Your instructions ->
Each entry in the listing below should be restated word for word.

BEGIN Given data

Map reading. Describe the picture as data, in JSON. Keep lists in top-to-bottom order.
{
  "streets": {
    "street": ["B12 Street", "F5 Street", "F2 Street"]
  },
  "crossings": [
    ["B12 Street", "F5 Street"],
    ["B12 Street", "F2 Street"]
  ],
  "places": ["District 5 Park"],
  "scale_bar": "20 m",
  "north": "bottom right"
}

END Given data

Written response ->
Map reading. Describe the picture as data, in JSON. Keep lists in top-to-bottom order.
{
  "streets": {
    "street": ["B12 Street", "F5 Street", "F2 Street"]
  },
  "crossings": [
    ["B12 Street", "F5 Street"],
    ["B12 Street", "F2 Street"]
  ],
  "places": ["District 5 Park"],
  "scale_bar": "20 m",
  "north": "bottom right"
}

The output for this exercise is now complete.